Problem: All entries must be transcribed exactly, down to the last character.

Given data:
........

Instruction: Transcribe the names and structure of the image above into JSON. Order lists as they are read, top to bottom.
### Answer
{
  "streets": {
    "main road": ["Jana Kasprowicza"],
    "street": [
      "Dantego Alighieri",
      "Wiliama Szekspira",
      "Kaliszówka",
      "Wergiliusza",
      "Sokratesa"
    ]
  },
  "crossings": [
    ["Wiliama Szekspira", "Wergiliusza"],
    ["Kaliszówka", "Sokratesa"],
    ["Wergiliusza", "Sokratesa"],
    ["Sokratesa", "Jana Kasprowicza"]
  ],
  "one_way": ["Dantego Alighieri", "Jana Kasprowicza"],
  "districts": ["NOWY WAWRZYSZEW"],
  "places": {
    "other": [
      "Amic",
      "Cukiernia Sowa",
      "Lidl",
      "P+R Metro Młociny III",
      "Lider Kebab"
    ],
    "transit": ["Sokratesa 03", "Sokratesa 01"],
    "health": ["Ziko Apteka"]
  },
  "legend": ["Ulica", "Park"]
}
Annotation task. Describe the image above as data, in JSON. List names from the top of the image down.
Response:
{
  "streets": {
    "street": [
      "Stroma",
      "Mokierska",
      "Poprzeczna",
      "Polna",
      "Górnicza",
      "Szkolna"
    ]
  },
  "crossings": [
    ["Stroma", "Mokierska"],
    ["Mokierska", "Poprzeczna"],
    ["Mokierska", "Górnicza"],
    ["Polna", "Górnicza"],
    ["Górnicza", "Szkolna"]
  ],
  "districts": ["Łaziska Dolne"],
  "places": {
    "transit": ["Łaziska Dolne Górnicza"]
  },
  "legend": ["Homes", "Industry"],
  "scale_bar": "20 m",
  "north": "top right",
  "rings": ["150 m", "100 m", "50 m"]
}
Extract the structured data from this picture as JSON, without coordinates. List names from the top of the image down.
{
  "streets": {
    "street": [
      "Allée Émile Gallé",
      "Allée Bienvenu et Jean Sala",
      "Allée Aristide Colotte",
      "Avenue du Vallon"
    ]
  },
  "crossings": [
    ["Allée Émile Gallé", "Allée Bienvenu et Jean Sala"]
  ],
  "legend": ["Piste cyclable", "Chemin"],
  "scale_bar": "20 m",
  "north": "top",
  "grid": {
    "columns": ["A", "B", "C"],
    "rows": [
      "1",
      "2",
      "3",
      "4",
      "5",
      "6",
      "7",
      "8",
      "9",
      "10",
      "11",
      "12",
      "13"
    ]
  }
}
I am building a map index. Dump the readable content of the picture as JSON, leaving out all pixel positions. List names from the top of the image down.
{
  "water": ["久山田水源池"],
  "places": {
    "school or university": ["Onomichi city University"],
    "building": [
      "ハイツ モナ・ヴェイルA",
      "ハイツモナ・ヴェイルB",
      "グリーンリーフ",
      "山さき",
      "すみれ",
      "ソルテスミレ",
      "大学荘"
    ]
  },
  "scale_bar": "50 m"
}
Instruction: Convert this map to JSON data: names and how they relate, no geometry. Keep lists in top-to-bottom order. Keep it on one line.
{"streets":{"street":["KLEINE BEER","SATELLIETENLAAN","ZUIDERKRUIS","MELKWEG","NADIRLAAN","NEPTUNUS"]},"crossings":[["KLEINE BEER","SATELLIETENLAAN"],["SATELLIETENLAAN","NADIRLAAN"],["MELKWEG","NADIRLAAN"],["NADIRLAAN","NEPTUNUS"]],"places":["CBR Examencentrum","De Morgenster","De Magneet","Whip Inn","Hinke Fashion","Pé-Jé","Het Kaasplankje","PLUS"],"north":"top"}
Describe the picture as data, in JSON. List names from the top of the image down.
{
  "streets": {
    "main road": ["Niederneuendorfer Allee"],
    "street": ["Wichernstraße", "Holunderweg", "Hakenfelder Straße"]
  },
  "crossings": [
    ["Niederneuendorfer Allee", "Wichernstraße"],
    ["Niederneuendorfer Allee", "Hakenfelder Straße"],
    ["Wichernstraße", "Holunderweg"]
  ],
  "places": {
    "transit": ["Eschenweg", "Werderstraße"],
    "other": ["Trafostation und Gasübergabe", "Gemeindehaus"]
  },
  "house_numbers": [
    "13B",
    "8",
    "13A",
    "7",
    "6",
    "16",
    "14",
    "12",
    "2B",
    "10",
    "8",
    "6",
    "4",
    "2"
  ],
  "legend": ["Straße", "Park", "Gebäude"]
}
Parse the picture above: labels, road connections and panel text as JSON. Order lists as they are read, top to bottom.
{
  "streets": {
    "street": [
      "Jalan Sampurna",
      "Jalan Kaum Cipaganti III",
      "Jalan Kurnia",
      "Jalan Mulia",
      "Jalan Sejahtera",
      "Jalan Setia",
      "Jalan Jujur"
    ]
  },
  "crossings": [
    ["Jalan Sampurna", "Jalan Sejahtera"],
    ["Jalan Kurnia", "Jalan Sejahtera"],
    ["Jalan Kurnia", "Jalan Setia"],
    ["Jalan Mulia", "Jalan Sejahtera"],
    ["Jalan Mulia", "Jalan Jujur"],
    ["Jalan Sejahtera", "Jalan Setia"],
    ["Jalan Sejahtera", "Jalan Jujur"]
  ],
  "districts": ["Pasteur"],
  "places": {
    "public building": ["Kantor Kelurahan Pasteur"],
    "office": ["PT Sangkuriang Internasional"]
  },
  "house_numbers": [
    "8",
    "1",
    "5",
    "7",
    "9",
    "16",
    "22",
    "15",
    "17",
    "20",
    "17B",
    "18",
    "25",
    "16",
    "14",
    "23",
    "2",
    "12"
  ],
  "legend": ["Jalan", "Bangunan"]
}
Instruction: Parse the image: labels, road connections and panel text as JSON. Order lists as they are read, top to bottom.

........

Task output:
Instruction: Transcribe the names and structure of the image above into JSON. Order lists as they are read, top to bottom.
### Answer
{
  "streets": {
    "main road": ["Jana Kasprowicza"],
    "street": [
      "Dantego Alighieri",
      "Wiliama Szekspira",
      "Kaliszówka",
      "Wergiliusza",
      "Sokratesa"
    ]
  },
  "crossings": [
    ["Wiliama Szekspira", "Wergiliusza"],
    ["Kaliszówka", "Sokratesa"],
    ["Wergiliusza", "Sokratesa"],
    ["Sokratesa", "Jana Kasprowicza"]
  ],
  "one_way": ["Dantego Alighieri", "Jana Kasprowicza"],
  "districts": ["NOWY WAWRZYSZEW"],
  "places": {
    "other": [
      "Amic",
      "Cukiernia Sowa",
      "Lidl",
      "P+R Metro Młociny III",
      "Lider Kebab"
    ],
    "transit": ["Sokratesa 03", "Sokratesa 01"],
    "health": ["Ziko Apteka"]
  },
  "legend": ["Ulica", "Park"]
}
Annotation task. Describe the image above as data, in JSON. List names from the top of the image down.
Response:
{
  "streets": {
    "street": [
      "Stroma",
      "Mokierska",
      "Poprzeczna",
      "Polna",
      "Górnicza",
      "Szkolna"
    ]
  },
  "crossings": [
    ["Stroma", "Mokierska"],
    ["Mokierska", "Poprzeczna"],
    ["Mokierska", "Górnicza"],
    ["Polna", "Górnicza"],
    ["Górnicza", "Szkolna"]
  ],
  "districts": ["Łaziska Dolne"],
  "places": {
    "transit": ["Łaziska Dolne Górnicza"]
  },
  "legend": ["Homes", "Industry"],
  "scale_bar": "20 m",
  "north": "top right",
  "rings": ["150 m", "100 m", "50 m"]
}
Extract the structured data from this picture as JSON, without coordinates. List names from the top of the image down.
{
  "streets": {
    "street": [
      "Allée Émile Gallé",
      "Allée Bienvenu et Jean Sala",
      "Allée Aristide Colotte",
      "Avenue du Vallon"
    ]
  },
  "crossings": [
    ["Allée Émile Gallé", "Allée Bienvenu et Jean Sala"]
  ],
  "legend": ["Piste cyclable", "Chemin"],
  "scale_bar": "20 m",
  "north": "top",
  "grid": {
    "columns": ["A", "B", "C"],
    "rows": [
      "1",
      "2",
      "3",
      "4",
      "5",
      "6",
      "7",
      "8",
      "9",
      "10",
      "11",
      "12",
      "13"
    ]
  }
}
I am building a map index. Dump the readable content of the picture as JSON, leaving out all pixel positions. List names from the top of the image down.
{
  "water": ["久山田水源池"],
  "places": {
    "school or university": ["Onomichi city University"],
    "building": [
      "ハイツ モナ・ヴェイルA",
      "ハイツモナ・ヴェイルB",
      "グリーンリーフ",
      "山さき",
      "すみれ",
      "ソルテスミレ",
      "大学荘"
    ]
  },
  "scale_bar": "50 m"
}
Instruction: Convert this map to JSON data: names and how they relate, no geometry. Keep lists in top-to-bottom order. Keep it on one line.
{"streets":{"street":["KLEINE BEER","SATELLIETENLAAN","ZUIDERKRUIS","MELKWEG","NADIRLAAN","NEPTUNUS"]},"crossings":[["KLEINE BEER","SATELLIETENLAAN"],["SATELLIETENLAAN","NADIRLAAN"],["MELKWEG","NADIRLAAN"],["NADIRLAAN","NEPTUNUS"]],"places":["CBR Examencentrum","De Morgenster","De Magneet","Whip Inn","Hinke Fashion","Pé-Jé","Het Kaasplankje","PLUS"],"north":"top"}
Describe the picture as data, in JSON. List names from the top of the image down.
{
  "streets": {
    "main road": ["Niederneuendorfer Allee"],
    "street": ["Wichernstraße", "Holunderweg", "Hakenfelder Straße"]
  },
  "crossings": [
    ["Niederneuendorfer Allee", "Wichernstraße"],
    ["Niederneuendorfer Allee", "Hakenfelder Straße"],
    ["Wichernstraße", "Holunderweg"]
  ],
  "places": {
    "transit": ["Eschenweg", "Werderstraße"],
    "other": ["Trafostation und Gasübergabe", "Gemeindehaus"]
  },
  "house_numbers": [
    "13B",
    "8",
    "13A",
    "7",
    "6",
    "16",
    "14",
    "12",
    "2B",
    "10",
    "8",
    "6",
    "4",
    "2"
  ],
  "legend": ["Straße", "Park", "Gebäude"]
}
Parse the picture above: labels, road connections and panel text as JSON. Order lists as they are read, top to bottom.
{
  "streets": {
    "street": [
      "Jalan Sampurna",
      "Jalan Kaum Cipaganti III",
      "Jalan Kurnia",
      "Jalan Mulia",
      "Jalan Sejahtera",
      "Jalan Setia",
      "Jalan Jujur"
    ]
  },
  "crossings": [
    ["Jalan Sampurna", "Jalan Sejahtera"],
    ["Jalan Kurnia", "Jalan Sejahtera"],
    ["Jalan Kurnia", "Jalan Setia"],
    ["Jalan Mulia", "Jalan Sejahtera"],
    ["Jalan Mulia", "Jalan Jujur"],
    ["Jalan Sejahtera", "Jalan Setia"],
    ["Jalan Sejahtera", "Jalan Jujur"]
  ],
  "districts": ["Pasteur"],
  "places": {
    "public building": ["Kantor Kelurahan Pasteur"],
    "office": ["PT Sangkuriang Internasional"]
  },
  "house_numbers": [
    "8",
    "1",
    "5",
    "7",
    "9",
    "16",
    "22",
    "15",
    "17",
    "20",
    "17B",
    "18",
    "25",
    "16",
    "14",
    "23",
    "2",
    "12"
  ],
  "legend": ["Jalan", "Bangunan"]
}
Instruction: Parse the image: labels, road connections and panel text as JSON. Order lists as they are read, top to bottom.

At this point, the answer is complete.